San Juan Pablo II, en la exhortación apostólica Ut Unum Sint, nos enseñó que «la unidad de los cristianos es un don del Espíritu y una tarea para todos» (cf. Ut Unum Sint 8). En este espíritu, nuestra vida espiritual no puede ser un refugio individual, sino un testimonio de amor que une. El Sagrado Corazón, que latió por toda la humanidad, nos impulsa a vivir esta comunión con humildad y caridad, especialmente en un mundo herido por la división. Ser vínculos de comunión significa acoger al otro, orar por la unidad y ofrecer al Corazón de Cristo nuestras pequeñas acciones para que Él las transforme en signos de esperanza.
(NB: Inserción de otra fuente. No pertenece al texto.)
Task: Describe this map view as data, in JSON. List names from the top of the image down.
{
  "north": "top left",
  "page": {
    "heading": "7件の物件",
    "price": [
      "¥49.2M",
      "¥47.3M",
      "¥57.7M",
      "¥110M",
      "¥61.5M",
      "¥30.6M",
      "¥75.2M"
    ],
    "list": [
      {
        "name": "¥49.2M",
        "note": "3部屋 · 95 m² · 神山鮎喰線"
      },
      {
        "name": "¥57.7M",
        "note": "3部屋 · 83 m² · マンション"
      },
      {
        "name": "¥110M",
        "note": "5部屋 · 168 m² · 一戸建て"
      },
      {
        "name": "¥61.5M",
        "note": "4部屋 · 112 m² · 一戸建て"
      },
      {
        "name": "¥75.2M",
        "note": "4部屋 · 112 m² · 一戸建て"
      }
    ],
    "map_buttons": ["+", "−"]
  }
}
Conclusión: Una peregrinación hacia la eternidad

Queridos hermanos, la Cuaresma es un tiempo de peregrinación hacia la Pascua, hacia el triunfo del Sagrado Corazón sobre la muerte. Como nos dice el Papa, «la vida no termina, sino que se transforma» gracias a Cristo. San Pablo nos asegura: «El don gratuito de Dios es la vida eterna en Cristo Jesús, nuestro Señor» (Rm 6, 22-23). Y Santa Margarita María Alacoque, apóstol del Sagrado Corazón, nos invita: «Todo lo que hagamos sin ofrecérselo a este Divino Corazón será inútil para la eternidad» (Escritos, Carta 141).

Que este retiro nos impulse a vivir plenamente nuestra vocación de Guardias de Honor: custodiar el Corazón de Cristo, vivir su esperanza y llevarla a los demás. Que María, Madre y Reina, nos guíe hacia su Hijo, para que nuestro corazón lata al unísono con el Suyo, ahora y por toda la eternidad.